◆ Exercise prompt
Using the entries below, copy out all lines where "Liberia" is found.

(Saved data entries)
==*==

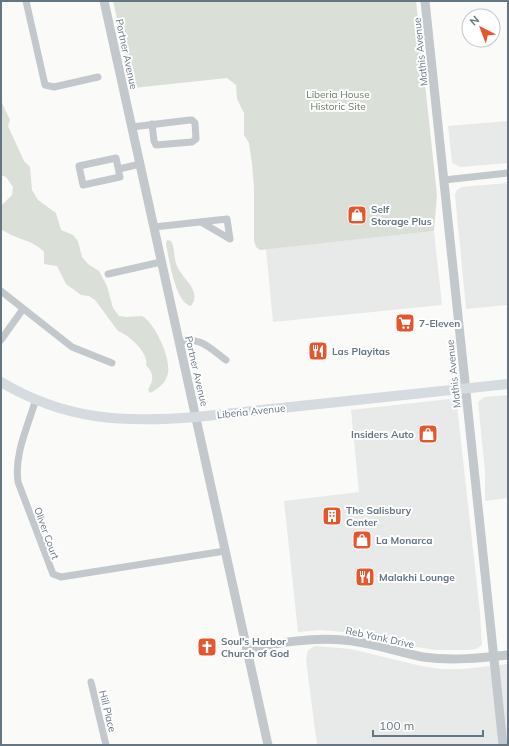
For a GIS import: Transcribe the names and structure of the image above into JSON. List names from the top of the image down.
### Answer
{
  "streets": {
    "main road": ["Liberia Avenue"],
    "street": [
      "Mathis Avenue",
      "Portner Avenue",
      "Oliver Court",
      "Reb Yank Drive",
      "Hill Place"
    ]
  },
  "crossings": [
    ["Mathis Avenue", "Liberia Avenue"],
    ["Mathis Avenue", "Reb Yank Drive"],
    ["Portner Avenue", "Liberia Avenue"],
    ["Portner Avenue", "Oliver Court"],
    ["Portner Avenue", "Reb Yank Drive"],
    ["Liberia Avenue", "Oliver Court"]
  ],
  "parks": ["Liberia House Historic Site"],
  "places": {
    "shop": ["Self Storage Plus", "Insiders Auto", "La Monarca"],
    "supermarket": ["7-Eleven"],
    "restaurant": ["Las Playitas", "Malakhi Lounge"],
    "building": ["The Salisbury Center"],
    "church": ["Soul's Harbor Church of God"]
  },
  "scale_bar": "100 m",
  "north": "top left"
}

==*==

◆ Worked solution
    "main road": ["Liberia Avenue"],
    ["Mathis Avenue", "Liberia Avenue"],
    ["Portner Avenue", "Liberia Avenue"],
    ["Liberia Avenue", "Oliver Court"]
  "parks": ["Liberia House Historic Site"],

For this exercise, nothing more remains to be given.